» **Record excerpts**:
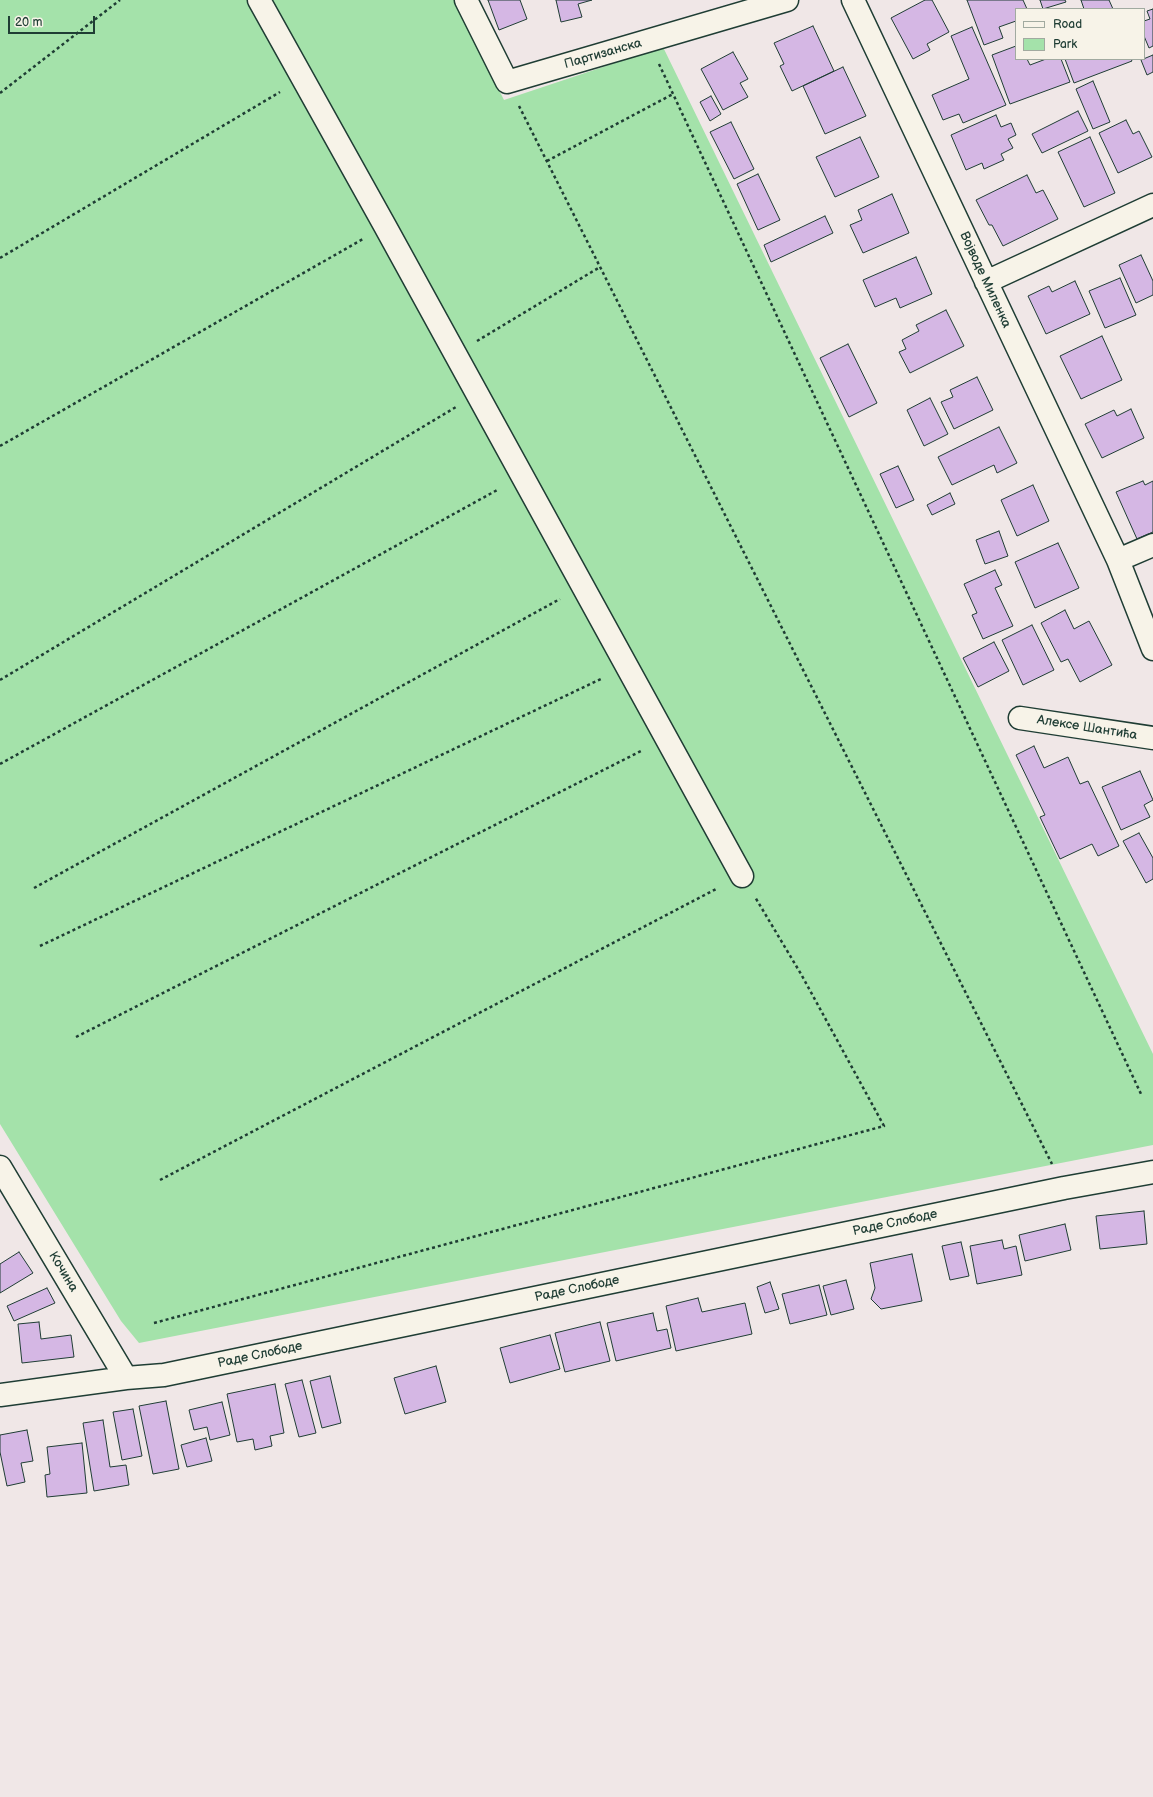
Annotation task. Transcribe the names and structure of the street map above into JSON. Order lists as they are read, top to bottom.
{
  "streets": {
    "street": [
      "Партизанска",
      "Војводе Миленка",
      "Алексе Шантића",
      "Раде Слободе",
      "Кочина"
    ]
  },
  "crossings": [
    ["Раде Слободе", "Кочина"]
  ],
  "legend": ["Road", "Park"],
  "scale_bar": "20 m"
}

» **Exercise brief**: Output all entries unchanged; skip the pictures.

» **Expected output**:
Annotation task. Transcribe the names and structure of the street map above into JSON. Order lists as they are read, top to bottom.
{
  "streets": {
    "street": [
      "Партизанска",
      "Војводе Миленка",
      "Алексе Шантића",
      "Раде Слободе",
      "Кочина"
    ]
  },
  "crossings": [
    ["Раде Слободе", "Кочина"]
  ],
  "legend": ["Road", "Park"],
  "scale_bar": "20 m"
}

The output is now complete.